**ACTIVITY**
In exact form, please repeat the records from their opening line down to the line with "height:2px; margin:-1px; padding:0", including that line.

**RECORDS SUPPLIED**
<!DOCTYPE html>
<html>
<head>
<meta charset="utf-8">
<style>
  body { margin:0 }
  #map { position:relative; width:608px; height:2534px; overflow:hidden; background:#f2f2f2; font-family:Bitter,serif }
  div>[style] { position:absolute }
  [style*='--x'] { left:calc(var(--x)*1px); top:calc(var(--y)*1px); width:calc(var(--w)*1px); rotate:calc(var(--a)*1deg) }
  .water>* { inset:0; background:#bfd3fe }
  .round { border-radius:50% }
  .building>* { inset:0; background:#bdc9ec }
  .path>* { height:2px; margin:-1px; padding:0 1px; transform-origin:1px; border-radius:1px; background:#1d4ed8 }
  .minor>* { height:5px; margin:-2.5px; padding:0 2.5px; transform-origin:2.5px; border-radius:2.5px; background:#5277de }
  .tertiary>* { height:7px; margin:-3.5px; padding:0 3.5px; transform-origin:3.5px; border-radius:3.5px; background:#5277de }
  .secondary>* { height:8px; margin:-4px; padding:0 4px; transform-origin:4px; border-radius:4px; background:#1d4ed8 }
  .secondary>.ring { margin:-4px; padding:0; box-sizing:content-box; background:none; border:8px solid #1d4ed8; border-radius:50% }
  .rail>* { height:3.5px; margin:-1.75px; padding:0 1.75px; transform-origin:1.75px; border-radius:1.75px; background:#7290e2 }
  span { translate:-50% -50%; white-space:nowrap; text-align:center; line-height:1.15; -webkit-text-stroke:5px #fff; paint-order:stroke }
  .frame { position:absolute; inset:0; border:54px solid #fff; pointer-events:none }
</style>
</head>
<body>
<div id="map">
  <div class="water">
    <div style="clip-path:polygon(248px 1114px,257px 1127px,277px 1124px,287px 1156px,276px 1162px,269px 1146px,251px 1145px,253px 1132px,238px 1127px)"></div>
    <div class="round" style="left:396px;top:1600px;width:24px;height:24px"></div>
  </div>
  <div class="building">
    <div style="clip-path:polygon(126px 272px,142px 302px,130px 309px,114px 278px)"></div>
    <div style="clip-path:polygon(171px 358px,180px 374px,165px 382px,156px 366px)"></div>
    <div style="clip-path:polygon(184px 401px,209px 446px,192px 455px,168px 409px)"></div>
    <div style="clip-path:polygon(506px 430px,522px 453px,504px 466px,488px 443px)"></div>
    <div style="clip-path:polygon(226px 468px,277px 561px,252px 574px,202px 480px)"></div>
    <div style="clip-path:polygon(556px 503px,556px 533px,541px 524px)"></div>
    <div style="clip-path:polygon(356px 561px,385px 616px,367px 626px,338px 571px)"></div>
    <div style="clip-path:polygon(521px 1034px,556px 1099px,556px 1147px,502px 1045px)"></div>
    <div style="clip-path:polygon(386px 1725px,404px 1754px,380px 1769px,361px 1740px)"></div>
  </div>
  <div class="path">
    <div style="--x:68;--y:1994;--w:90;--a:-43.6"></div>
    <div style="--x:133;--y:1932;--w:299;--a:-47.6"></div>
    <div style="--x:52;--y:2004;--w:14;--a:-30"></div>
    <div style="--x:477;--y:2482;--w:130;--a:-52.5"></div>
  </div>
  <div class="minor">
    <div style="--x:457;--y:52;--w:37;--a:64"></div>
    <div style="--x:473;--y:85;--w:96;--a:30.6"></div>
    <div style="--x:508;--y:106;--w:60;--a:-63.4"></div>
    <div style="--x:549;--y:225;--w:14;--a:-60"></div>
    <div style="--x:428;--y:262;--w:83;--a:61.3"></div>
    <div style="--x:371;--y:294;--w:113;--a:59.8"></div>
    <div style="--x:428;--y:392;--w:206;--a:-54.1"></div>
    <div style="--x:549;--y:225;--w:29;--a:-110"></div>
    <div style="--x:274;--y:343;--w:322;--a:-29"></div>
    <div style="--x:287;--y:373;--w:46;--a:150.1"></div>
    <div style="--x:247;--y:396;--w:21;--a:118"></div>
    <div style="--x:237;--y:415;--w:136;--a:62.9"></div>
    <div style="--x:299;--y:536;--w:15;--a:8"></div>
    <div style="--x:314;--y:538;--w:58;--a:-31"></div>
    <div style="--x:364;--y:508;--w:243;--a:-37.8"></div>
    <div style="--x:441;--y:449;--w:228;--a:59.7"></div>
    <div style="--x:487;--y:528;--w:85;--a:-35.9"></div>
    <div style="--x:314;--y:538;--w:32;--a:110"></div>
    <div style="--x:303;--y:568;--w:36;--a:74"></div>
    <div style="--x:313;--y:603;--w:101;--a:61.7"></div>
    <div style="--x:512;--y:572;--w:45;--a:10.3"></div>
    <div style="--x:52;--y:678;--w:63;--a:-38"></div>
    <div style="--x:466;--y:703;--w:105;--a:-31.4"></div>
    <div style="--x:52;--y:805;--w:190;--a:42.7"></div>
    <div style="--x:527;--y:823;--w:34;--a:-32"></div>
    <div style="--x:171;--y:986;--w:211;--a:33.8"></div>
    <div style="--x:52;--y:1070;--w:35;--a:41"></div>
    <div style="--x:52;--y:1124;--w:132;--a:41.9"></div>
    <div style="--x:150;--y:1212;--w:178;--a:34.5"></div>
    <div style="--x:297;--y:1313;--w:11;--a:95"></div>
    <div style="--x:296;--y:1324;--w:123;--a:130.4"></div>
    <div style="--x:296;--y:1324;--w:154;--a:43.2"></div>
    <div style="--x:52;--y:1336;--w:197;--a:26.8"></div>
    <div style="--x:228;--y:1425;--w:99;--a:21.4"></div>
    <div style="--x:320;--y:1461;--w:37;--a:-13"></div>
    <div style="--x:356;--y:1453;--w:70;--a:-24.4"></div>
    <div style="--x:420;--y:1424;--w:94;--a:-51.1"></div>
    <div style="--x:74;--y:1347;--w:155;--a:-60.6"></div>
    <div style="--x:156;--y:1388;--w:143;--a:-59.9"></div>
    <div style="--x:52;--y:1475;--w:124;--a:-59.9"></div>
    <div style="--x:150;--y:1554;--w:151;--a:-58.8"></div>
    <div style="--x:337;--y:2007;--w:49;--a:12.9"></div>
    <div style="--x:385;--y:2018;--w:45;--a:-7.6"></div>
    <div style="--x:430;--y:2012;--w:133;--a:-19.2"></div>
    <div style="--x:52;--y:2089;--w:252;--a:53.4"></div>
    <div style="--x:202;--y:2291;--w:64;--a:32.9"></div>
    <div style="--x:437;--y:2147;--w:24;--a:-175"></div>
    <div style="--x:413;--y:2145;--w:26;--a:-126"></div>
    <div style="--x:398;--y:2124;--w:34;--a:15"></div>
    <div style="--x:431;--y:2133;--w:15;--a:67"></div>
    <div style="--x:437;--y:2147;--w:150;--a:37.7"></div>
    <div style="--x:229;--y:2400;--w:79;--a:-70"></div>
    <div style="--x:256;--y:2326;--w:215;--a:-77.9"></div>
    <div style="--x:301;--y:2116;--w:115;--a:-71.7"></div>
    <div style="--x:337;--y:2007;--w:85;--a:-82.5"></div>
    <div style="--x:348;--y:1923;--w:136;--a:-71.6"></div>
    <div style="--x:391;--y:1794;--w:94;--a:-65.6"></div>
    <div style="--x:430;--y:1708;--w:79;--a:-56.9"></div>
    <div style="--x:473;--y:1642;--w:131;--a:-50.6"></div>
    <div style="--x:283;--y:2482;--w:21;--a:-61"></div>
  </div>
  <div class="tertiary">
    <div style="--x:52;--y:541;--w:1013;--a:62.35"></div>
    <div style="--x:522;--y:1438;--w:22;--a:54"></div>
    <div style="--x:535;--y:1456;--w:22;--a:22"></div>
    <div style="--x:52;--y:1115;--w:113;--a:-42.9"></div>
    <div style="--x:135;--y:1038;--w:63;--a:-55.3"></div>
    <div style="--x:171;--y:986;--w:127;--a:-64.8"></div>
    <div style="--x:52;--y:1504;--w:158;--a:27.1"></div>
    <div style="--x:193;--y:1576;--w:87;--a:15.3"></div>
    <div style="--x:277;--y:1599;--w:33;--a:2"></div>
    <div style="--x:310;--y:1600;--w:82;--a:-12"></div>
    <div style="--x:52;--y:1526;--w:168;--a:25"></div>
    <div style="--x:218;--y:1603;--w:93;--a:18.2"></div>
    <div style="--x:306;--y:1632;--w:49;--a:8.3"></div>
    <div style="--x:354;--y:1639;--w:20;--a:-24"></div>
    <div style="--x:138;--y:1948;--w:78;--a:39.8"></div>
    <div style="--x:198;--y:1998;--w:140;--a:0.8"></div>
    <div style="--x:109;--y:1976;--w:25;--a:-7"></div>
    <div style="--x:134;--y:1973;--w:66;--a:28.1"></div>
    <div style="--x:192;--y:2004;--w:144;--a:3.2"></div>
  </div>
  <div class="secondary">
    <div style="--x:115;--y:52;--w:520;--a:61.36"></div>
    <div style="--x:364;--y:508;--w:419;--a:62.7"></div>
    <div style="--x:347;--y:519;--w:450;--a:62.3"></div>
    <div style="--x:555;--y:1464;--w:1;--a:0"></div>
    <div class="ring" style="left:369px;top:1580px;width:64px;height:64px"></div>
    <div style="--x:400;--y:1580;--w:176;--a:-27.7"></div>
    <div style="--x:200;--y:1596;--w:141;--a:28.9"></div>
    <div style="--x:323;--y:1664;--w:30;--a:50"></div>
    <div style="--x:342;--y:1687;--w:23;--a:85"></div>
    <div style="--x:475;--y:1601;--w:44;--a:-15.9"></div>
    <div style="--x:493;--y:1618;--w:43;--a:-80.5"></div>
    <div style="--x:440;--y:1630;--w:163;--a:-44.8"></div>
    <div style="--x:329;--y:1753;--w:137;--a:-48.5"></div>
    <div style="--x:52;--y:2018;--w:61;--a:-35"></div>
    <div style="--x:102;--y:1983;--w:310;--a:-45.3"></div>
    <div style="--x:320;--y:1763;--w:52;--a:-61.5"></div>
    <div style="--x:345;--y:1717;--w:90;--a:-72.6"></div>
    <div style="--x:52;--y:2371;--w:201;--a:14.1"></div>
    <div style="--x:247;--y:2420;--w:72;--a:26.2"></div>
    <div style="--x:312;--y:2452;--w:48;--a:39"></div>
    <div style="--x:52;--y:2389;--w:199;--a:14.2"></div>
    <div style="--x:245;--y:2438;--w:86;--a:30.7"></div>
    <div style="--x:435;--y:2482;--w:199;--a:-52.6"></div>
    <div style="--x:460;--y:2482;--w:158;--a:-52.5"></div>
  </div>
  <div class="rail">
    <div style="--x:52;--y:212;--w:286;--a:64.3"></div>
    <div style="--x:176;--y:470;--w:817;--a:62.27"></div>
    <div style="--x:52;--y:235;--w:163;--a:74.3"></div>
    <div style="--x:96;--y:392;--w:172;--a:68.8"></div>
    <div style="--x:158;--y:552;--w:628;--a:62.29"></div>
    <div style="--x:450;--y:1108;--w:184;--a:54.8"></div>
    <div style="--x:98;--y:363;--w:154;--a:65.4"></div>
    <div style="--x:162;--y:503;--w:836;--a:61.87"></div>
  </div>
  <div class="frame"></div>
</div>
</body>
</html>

**EXERCISE RESULT**
<!DOCTYPE html>
<html>
<head>
<meta charset="utf-8">
<style>
  body { margin:0 }
  #map { position:relative; width:608px; height:2534px; overflow:hidden; background:#f2f2f2; font-family:Bitter,serif }
  div>[style] { position:absolute }
  [style*='--x'] { left:calc(var(--x)*1px); top:calc(var(--y)*1px); width:calc(var(--w)*1px); rotate:calc(var(--a)*1deg) }
  .water>* { inset:0; background:#bfd3fe }
  .round { border-radius:50% }
  .building>* { inset:0; background:#bdc9ec }
  .path>* { height:2px; margin:-1px; padding:0 1px; transform-origin:1px; border-radius:1px; background:#1d4ed8 }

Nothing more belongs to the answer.